> **What you need to do**
Reproduce nothing but the lines from the one with "M 1063,464 L" down to the last line of the data below.

____ Records for this task

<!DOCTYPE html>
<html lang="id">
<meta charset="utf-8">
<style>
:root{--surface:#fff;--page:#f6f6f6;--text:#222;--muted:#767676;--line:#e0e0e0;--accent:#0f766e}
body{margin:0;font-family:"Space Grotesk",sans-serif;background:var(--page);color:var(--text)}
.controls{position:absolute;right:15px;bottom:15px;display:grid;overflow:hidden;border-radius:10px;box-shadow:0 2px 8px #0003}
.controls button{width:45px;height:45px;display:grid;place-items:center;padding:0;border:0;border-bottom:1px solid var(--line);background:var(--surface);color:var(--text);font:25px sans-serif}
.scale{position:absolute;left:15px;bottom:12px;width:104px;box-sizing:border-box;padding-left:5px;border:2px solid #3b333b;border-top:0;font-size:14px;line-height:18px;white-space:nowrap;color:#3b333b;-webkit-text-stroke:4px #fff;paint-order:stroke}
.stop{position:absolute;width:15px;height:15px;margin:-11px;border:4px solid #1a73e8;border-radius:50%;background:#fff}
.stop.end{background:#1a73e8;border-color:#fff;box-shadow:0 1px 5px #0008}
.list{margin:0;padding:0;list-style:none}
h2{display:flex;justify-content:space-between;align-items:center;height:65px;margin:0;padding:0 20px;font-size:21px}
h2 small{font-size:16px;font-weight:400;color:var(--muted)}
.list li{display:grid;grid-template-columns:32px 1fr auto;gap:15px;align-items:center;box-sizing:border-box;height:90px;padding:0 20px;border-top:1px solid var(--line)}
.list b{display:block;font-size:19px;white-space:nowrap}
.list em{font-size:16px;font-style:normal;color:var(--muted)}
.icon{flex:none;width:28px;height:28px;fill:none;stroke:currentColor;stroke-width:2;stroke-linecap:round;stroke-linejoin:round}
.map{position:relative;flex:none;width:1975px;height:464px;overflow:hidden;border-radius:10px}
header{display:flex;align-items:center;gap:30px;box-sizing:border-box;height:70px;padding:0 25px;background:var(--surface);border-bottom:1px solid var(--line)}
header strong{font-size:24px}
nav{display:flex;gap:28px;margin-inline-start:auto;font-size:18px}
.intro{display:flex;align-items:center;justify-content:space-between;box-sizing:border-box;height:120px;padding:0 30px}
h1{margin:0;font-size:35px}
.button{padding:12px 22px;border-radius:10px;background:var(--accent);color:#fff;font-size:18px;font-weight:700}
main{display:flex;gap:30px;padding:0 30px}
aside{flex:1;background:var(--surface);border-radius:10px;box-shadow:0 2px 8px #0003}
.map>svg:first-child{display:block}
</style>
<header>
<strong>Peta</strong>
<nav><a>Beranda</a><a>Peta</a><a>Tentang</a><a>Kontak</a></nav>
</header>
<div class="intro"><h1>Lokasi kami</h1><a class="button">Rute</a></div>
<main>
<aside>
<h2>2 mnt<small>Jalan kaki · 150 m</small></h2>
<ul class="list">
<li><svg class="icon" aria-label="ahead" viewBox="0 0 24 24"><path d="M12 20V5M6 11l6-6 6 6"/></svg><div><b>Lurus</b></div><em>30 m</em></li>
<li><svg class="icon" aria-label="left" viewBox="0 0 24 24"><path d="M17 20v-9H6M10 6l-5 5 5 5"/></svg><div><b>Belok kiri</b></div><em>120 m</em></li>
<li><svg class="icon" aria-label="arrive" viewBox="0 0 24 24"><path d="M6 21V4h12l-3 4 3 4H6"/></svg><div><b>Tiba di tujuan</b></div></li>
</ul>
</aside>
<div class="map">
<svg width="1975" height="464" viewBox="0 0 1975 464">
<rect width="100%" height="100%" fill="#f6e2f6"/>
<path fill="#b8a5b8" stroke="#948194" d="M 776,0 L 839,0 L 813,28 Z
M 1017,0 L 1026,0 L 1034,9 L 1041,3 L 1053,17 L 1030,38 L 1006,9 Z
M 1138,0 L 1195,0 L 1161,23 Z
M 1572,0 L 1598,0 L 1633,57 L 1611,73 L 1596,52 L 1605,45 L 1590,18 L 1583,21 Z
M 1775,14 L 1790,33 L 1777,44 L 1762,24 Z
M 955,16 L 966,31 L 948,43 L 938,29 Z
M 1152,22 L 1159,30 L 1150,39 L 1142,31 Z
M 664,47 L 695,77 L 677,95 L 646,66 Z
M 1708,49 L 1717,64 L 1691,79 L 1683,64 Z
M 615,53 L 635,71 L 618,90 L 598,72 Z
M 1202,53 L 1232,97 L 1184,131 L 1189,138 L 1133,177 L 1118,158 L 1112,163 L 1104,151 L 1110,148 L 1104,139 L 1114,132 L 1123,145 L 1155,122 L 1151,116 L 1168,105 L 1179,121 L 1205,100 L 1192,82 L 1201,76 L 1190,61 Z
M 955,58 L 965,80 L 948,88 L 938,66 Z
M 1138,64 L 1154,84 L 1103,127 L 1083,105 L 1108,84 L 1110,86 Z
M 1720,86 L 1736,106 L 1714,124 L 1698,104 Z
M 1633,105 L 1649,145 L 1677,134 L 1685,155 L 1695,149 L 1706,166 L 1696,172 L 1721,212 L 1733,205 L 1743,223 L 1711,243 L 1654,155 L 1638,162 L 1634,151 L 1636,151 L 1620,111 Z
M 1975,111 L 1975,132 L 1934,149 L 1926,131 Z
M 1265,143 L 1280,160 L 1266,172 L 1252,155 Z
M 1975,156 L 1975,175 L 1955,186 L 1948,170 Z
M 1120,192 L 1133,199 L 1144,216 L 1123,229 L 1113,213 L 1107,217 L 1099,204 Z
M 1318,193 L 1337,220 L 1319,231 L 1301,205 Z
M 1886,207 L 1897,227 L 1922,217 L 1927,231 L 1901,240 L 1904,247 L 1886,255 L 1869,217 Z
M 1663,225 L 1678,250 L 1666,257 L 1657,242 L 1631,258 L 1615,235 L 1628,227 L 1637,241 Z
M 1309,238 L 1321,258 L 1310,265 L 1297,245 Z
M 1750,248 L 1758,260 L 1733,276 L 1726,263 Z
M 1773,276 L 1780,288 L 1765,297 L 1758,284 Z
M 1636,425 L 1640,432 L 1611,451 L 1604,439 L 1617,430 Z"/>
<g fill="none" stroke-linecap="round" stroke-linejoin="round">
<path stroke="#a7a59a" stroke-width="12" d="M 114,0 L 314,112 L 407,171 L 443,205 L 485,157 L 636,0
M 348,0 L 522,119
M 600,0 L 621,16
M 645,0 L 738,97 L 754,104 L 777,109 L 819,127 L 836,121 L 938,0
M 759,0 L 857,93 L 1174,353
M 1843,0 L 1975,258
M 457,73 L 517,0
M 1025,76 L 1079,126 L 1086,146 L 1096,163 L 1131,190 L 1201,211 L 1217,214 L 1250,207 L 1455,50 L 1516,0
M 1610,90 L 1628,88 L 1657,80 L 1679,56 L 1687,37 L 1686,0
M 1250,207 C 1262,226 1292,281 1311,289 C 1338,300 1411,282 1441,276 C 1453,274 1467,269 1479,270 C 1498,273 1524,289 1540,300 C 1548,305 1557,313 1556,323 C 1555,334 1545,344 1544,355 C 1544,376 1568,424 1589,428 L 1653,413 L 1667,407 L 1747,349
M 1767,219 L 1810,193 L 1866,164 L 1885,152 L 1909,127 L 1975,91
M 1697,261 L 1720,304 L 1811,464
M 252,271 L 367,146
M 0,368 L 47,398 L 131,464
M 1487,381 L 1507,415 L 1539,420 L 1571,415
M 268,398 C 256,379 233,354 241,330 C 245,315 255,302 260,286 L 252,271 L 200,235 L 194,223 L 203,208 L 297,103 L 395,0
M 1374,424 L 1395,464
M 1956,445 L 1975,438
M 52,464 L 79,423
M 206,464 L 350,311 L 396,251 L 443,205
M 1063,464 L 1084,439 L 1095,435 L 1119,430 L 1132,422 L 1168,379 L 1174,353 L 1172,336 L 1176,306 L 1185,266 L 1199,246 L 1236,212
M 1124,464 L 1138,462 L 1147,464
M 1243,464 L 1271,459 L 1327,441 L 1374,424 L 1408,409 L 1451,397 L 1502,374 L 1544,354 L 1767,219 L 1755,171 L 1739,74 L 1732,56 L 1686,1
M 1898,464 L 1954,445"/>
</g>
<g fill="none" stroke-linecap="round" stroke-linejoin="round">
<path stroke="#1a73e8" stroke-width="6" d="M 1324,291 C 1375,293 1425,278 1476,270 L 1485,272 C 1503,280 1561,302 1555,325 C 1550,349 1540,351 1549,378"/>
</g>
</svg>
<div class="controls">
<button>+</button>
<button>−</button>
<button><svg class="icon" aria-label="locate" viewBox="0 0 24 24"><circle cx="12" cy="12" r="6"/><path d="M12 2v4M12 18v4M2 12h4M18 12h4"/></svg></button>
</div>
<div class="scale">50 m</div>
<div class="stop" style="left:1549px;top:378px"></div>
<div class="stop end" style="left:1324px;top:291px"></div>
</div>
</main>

________

> **Written reply**
M 1063,464 L 1084,439 L 1095,435 L 1119,430 L 1132,422 L 1168,379 L 1174,353 L 1172,336 L 1176,306 L 1185,266 L 1199,246 L 1236,212
M 1124,464 L 1138,462 L 1147,464
M 1243,464 L 1271,459 L 1327,441 L 1374,424 L 1408,409 L 1451,397 L 1502,374 L 1544,354 L 1767,219 L 1755,171 L 1739,74 L 1732,56 L 1686,1
M 1898,464 L 1954,445"/>
</g>
<g fill="none" stroke-linecap="round" stroke-linejoin="round">
<path stroke="#1a73e8" stroke-width="6" d="M 1324,291 C 1375,293 1425,278 1476,270 L 1485,272 C 1503,280 1561,302 1555,325 C 1550,349 1540,351 1549,378"/>
</g>
</svg>
<div class="controls">
<button>+</button>
<button>−</button>
<button><svg class="icon" aria-label="locate" viewBox="0 0 24 24"><circle cx="12" cy="12" r="6"/><path d="M12 2v4M12 18v4M2 12h4M18 12h4"/></svg></button>
</div>
<div class="scale">50 m</div>
<div class="stop" style="left:1549px;top:378px"></div>
<div class="stop end" style="left:1324px;top:291px"></div>
</div>
</main>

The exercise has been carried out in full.